The finance industry loves labels: Nifty-Fifty, TMT, BRICS, FANGS, Next Eleven and Fragile Five to name a few. They become an accepted part of financial market nomenclature for a period, then most disappear from the conversation, a bit like the Atkins Diet, and eventually become quaint markers in time that help to define an era.
The terms ‘growth’ and ‘value’, however, have had more staying power and are used extensively in financial market commentary. Frequently we read that ‘growth is outperforming value’, a particular investment firm is a ‘value manager’, or a certain company is a ‘growth stock’. These terms are used in ways that suggest you can divide stocks and investors into two opposing tribes, like Democrats and Republicans or the Montagues and the Capulets. These distinctions are nonsense. They are helpful neither in understanding the character of particular investments, nor the character of specific investment managers.
The first reason these labels lack genuine meaning is the absence of a universally-accepted definition. Let’s jump over this hurdle by picking one. Standard & Poor’s (S&P) creates indexes that quantitatively select stocks based on specific characteristics or ‘factors’. Its factor indexes define growth and value each based on three variables:
- Three-year growth in sales per share
- Three-year growth in earnings per share
- Price momentum
- Price-to-earnings one year forward
- Enterprise value-to-cash flow from operations
With the benefit of a definition, let’s now look at the significant shortcomings of each label.
The notion of a ‘growth company’ and hence a ‘growth investor’ seems obvious. Surely it’s as easy as picking the businesses that will generate faster than average EPS growth. We find that it’s not that simple.
The S&P US Growth Index is designed to capture those stocks whose earnings are expected to grow at an above-average rate. Let’s look at whether the three growth variables do indeed correlate with future earnings growth.
1. Three-year growth in sales per share
The relationship between actual sales per share growth and future earnings per share (EPS) growth is not linear. In fact, there isn’t one. To explore this, we took the 733 US companies that have a market capitalization greater than US$5b and more than seven year’s history as a listed company. We divided them into five groups ranked by annualized sales growth over 2011 to 2014 and looked at the EPS growth over the following three years.
There is no relationship between past sales growth and future earnings growth.
The absence of any correlation is clear. Historic sales growth (in the blue bars) tells us nothing about future earnings growth (in orange). Interestingly, and perhaps counterintuitively, the companies that had grown sales per share in the fastest tier, with a median growth of 21.4%, generated EPS growth at a rate materially below tier 2, whose sales growth was about half as fast. Median earnings growth barely differed between sales growth in quintiles 1, 3 and 4. Moreover, comparing the fastest and slowest growing quintiles, three-year annualized sales growth differed by almost 25% p.a., yet this translated to a difference in EPS growth of just 1.7% p.a.
Rapidly expanding businesses often run into trouble.
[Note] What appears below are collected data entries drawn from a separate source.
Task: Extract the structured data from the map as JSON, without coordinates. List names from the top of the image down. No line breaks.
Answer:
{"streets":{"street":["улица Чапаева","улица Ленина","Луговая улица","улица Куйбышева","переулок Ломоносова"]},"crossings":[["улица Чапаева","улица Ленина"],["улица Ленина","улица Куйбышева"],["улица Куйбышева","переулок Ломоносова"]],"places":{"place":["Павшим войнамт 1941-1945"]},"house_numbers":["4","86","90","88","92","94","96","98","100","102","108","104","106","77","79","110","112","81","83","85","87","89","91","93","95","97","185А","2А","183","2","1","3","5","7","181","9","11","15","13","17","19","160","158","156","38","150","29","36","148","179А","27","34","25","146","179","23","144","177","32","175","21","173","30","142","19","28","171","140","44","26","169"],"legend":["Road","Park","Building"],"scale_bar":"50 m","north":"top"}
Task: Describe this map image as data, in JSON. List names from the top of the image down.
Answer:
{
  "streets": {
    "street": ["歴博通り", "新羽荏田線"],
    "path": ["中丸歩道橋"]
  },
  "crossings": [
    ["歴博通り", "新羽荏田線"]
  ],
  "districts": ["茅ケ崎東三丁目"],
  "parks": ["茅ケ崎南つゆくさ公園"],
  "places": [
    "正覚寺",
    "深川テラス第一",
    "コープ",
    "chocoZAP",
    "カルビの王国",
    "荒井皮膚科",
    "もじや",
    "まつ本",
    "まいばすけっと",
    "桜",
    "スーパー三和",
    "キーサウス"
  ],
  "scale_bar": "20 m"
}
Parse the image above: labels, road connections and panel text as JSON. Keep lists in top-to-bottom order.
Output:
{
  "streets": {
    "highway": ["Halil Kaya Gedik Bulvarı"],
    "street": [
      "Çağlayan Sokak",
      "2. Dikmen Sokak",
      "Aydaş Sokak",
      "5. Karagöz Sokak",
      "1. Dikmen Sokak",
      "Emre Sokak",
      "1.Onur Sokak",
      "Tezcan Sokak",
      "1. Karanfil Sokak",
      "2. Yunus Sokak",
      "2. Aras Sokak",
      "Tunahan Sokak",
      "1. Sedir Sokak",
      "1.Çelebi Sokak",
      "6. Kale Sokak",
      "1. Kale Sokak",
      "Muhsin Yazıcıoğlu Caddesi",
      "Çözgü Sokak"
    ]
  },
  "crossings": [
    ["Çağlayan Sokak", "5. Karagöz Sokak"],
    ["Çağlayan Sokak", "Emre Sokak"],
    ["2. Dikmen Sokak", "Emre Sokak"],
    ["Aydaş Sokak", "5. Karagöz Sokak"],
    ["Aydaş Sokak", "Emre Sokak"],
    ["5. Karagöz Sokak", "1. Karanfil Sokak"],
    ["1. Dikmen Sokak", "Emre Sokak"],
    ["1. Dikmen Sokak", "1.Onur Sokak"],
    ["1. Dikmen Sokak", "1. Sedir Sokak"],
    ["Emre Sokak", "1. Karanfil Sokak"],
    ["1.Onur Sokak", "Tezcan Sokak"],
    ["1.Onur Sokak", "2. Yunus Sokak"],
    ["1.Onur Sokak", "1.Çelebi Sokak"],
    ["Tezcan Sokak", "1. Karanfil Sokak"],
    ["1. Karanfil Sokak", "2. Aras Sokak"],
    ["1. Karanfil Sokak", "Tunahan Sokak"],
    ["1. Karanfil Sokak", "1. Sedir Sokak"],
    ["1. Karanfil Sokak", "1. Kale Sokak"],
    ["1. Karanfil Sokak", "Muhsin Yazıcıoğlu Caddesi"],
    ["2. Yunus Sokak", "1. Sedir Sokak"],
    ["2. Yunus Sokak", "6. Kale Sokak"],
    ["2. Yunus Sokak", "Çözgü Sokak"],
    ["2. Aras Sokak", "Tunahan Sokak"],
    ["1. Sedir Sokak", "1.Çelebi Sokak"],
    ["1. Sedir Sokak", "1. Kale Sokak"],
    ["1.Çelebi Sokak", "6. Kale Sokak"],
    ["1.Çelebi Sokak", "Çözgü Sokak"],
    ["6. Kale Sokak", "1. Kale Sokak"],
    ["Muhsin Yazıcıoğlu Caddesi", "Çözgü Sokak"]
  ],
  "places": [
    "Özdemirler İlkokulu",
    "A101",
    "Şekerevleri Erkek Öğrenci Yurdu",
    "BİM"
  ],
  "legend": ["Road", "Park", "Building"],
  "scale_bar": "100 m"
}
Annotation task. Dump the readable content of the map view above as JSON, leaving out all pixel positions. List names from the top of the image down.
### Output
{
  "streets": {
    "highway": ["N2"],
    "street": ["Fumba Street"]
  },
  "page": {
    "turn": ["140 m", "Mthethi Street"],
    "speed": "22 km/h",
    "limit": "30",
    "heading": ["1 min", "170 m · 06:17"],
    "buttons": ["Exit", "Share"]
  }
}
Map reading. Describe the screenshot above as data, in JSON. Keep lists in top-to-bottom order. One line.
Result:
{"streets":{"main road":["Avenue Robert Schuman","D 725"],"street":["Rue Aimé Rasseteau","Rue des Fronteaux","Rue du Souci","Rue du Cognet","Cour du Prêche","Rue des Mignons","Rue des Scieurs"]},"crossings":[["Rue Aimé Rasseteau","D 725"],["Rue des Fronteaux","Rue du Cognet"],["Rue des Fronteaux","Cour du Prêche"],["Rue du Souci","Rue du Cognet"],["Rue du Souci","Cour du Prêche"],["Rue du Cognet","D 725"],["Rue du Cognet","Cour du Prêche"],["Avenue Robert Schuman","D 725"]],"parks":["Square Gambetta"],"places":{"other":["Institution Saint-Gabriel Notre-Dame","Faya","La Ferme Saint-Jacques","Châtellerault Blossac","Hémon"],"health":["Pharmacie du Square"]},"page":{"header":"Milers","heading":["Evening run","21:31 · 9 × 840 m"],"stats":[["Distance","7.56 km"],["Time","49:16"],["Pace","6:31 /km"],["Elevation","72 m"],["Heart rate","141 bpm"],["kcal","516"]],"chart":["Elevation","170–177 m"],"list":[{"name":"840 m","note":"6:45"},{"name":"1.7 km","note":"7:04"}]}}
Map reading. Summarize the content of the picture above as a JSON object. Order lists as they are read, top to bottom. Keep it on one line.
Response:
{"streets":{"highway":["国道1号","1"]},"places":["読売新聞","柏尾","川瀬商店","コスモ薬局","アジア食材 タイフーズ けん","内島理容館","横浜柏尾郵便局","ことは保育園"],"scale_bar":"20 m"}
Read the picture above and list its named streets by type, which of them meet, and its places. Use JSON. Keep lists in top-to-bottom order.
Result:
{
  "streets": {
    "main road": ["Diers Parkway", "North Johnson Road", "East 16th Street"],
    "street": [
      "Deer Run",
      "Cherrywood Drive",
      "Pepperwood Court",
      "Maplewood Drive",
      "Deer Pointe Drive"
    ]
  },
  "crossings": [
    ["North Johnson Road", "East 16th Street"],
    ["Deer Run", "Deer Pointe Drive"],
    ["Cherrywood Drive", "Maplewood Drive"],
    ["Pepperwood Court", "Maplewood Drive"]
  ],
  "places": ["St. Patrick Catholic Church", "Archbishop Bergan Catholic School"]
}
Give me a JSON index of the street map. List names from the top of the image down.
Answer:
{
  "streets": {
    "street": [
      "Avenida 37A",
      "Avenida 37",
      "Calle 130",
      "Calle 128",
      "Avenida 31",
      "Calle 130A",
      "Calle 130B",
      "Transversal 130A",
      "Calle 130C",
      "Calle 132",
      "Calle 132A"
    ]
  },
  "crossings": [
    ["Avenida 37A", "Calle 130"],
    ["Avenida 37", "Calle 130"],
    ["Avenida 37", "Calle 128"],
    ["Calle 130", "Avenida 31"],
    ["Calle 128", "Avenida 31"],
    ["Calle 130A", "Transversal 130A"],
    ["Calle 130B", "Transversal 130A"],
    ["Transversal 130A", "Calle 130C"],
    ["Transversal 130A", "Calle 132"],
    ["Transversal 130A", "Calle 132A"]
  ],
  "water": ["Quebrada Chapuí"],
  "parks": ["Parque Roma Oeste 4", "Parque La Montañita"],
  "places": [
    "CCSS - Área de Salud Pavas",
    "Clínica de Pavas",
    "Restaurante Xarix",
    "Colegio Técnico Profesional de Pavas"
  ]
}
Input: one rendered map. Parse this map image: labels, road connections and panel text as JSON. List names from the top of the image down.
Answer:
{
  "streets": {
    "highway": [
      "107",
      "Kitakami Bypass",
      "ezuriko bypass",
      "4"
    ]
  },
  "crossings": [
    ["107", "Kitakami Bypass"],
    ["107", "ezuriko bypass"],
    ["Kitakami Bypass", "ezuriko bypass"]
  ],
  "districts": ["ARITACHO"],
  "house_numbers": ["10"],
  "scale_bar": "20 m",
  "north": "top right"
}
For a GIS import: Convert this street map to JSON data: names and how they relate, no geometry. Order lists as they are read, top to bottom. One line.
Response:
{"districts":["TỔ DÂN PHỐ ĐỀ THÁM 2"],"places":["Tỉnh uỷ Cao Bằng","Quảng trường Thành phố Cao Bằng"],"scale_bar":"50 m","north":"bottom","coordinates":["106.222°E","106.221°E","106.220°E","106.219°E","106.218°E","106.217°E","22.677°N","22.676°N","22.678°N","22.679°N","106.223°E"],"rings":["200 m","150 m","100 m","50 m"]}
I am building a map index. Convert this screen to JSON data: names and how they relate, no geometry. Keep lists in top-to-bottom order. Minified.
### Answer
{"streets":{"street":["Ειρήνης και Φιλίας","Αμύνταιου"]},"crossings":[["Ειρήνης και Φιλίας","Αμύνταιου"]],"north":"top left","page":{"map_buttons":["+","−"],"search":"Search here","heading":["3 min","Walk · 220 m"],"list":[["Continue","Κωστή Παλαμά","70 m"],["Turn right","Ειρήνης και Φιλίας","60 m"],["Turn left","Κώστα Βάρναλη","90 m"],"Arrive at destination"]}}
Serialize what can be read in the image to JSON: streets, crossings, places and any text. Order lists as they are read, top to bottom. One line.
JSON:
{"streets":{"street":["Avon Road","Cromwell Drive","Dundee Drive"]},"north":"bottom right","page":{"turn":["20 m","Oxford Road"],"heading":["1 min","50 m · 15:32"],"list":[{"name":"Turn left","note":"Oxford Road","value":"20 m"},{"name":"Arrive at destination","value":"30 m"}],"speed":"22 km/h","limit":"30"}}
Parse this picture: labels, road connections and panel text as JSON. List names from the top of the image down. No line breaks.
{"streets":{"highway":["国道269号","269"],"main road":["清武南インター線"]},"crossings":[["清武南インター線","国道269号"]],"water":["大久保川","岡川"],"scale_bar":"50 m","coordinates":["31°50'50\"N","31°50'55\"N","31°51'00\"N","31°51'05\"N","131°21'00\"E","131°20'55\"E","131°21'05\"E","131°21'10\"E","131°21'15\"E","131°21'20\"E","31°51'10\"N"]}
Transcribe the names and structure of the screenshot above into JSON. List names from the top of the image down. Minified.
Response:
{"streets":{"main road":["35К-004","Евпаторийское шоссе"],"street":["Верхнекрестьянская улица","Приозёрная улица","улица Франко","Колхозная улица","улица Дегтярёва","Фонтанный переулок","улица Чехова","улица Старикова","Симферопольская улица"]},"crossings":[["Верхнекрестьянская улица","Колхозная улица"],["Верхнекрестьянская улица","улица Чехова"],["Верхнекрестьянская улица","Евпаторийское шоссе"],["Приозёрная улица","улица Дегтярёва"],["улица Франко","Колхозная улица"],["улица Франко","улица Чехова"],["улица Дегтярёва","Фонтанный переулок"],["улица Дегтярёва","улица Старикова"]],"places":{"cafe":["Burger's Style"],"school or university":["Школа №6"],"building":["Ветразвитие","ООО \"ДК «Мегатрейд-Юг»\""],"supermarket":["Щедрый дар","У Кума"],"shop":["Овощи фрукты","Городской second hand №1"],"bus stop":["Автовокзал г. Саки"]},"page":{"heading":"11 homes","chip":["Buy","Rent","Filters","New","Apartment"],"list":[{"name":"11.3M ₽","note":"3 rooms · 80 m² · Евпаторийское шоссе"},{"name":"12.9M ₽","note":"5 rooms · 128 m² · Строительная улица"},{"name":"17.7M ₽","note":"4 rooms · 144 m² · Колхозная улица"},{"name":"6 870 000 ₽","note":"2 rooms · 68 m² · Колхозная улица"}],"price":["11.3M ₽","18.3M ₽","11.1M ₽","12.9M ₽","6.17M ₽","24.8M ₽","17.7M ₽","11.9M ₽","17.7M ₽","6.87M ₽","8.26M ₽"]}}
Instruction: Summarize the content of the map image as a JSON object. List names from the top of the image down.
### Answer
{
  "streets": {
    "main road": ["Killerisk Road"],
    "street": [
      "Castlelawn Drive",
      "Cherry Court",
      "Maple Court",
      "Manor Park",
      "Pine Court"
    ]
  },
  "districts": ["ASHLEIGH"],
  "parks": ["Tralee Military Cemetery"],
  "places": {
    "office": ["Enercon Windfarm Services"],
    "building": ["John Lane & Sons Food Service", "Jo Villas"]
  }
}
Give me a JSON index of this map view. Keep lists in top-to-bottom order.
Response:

The graph below shows that of the group of companies with the fastest sales growth over three years to 2016, one in ten of them generated a loss in the following year, far higher than the middle three groups of ‘moderate growers’.
Companies growing their top-line rapidly are more likely to lose money than moderate growers.
2. Three-year growth in earnings per share
If historic sales growth is no help as a predictor of future EPS growth, then perhaps historic EPS growth will do a better job.
Société Générale’s Global Strategy team examined the relationship between trailing five-year EPS growth and future five-year EPS growth over the 22 years to 2007 (published in Value Investing by James Monteiro, 2009). They found no positive correlation between past and future growth. In fact, firms with the highest historic EPS growth had, on average, the lowest future growth.
Past growth in EPS is of no help in predicting future growth.
We believe in evidence-based investing. The assumptions underpinning ‘growth’ investing are not supported by evidence. The idea that businesses that will generate above-average future EPS growth can be easily and objectively identified is not supported by evidence.
Louis Chan from the University of Illinois looked at past and future growth in US companies over 1951 to 1998 (‘The Level and Persistence of Growth Rates’, The Journal of Finance, April 2003). He found that firms with superior EPS growth over three and five years did not show persistence into the following periods. So, as tempting as it may be to rely on it, historic EPS growth does not help identify companies with above-average future earnings growth.
If past growth can’t quantitatively identify fast-growers, can analyst judgement do better? After all, most people would consider stock analysts to be experts in the companies they cover and financial forecasts to be central to their job. Sadly, sell-side analysts in general have no ability to distinguish fast-growers from the rest. Companies expected to grow EPS in the highest bracket generate growth that is, on average, different from those expected to grow at the slowest rate.
Analysts are, on average, unable to distinguish future fast-growers from the rest.
3. Price momentum
Some academic literature supports historic share price performance, or ‘price momentum’, as a predictor of future price performance, and of price momentum being explained by earnings momentum. We have not, however, come across any research that supports price momentum as a predictor of future superior earnings growth. It may exist; we just haven’t found it.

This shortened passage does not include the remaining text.